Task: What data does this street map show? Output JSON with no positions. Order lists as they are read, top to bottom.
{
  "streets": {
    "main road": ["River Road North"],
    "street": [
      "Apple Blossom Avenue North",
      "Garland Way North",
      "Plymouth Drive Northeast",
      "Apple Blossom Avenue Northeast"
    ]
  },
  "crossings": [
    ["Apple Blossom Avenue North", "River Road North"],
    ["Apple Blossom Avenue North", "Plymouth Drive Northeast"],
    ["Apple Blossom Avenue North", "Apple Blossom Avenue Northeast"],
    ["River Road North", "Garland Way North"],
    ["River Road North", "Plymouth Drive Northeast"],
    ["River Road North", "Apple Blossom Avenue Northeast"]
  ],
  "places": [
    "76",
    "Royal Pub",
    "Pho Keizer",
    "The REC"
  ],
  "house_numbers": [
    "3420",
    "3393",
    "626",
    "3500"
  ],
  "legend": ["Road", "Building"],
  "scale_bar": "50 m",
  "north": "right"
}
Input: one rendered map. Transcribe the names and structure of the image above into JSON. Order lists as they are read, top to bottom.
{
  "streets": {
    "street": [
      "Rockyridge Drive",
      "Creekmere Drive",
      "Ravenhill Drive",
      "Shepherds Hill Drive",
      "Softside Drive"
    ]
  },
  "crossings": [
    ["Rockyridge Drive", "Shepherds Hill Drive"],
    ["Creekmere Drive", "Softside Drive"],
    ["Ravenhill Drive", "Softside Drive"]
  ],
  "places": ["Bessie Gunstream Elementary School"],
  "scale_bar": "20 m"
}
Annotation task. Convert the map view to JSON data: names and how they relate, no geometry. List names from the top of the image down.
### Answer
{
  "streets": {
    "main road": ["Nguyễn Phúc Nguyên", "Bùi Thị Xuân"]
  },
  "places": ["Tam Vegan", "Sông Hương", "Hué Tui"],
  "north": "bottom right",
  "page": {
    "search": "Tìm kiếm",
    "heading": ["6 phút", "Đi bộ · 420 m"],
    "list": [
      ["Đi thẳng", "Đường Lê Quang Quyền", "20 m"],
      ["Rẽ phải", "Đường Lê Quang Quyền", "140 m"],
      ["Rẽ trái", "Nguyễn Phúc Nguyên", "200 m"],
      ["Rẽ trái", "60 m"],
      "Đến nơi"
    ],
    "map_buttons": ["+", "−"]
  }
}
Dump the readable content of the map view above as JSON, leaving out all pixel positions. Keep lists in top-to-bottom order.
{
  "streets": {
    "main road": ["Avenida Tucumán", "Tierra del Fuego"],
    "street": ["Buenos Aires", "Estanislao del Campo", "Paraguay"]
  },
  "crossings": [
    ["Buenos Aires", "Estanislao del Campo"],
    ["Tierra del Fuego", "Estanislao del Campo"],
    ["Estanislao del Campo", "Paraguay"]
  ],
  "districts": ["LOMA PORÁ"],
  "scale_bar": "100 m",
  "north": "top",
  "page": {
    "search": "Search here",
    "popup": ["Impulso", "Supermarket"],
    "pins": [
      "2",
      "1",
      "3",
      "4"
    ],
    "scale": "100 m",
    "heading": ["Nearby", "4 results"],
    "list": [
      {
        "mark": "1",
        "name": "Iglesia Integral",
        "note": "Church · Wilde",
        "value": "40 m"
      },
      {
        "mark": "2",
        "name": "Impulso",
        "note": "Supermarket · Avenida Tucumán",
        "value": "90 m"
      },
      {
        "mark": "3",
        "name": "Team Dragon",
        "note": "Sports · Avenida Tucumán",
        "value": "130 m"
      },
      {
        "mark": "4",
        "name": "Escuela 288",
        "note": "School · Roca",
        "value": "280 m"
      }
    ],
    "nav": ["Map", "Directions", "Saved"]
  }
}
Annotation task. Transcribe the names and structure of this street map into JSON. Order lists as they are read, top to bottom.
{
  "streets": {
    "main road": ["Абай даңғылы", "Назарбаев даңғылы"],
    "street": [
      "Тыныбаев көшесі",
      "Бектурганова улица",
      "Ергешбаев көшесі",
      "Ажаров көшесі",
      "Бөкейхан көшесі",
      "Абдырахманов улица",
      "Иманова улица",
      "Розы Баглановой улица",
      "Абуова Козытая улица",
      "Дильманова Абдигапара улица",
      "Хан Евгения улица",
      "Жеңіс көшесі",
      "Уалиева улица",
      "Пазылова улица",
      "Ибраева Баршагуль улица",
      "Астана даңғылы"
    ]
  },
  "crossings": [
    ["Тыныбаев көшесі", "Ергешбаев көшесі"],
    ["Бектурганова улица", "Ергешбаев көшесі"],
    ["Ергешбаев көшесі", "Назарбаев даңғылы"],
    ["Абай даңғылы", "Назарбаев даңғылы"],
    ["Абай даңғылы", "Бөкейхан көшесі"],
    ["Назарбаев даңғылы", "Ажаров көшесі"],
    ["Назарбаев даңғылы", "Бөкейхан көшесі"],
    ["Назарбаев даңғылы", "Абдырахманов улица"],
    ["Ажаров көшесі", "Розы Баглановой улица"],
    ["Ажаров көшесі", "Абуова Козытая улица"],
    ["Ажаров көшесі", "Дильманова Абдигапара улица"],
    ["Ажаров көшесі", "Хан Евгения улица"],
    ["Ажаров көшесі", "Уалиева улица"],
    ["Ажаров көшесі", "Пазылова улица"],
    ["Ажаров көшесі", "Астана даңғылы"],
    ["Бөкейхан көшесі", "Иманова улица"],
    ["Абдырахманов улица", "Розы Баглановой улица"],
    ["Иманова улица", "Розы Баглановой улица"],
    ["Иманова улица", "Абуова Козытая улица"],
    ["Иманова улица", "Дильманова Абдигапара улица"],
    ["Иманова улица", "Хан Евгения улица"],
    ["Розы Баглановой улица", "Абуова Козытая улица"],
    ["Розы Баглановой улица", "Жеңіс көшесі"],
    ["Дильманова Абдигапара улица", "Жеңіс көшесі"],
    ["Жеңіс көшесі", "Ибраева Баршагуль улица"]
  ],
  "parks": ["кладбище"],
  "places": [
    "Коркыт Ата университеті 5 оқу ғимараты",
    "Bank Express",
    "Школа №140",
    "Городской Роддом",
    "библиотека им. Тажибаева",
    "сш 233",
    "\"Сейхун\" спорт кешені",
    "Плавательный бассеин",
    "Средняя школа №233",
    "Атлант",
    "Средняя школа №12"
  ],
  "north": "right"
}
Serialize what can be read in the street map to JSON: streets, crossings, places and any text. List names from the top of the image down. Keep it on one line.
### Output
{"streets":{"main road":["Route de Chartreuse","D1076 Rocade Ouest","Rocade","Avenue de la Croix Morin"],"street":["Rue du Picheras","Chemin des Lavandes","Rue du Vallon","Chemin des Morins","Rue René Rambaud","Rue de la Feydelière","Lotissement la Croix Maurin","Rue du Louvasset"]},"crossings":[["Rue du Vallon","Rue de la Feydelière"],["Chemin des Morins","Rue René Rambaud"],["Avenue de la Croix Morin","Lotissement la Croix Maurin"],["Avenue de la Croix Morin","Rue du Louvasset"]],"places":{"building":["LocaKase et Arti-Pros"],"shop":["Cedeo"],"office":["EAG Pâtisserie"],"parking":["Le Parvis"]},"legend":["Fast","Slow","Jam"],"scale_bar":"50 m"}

+ + + + + + +

ASSIGNMENT: Scan the data above and copy every line with "Уалиева" in it.

REPLY TO THE TASK:
      "Уалиева улица",
    ["Ажаров көшесі", "Уалиева улица"],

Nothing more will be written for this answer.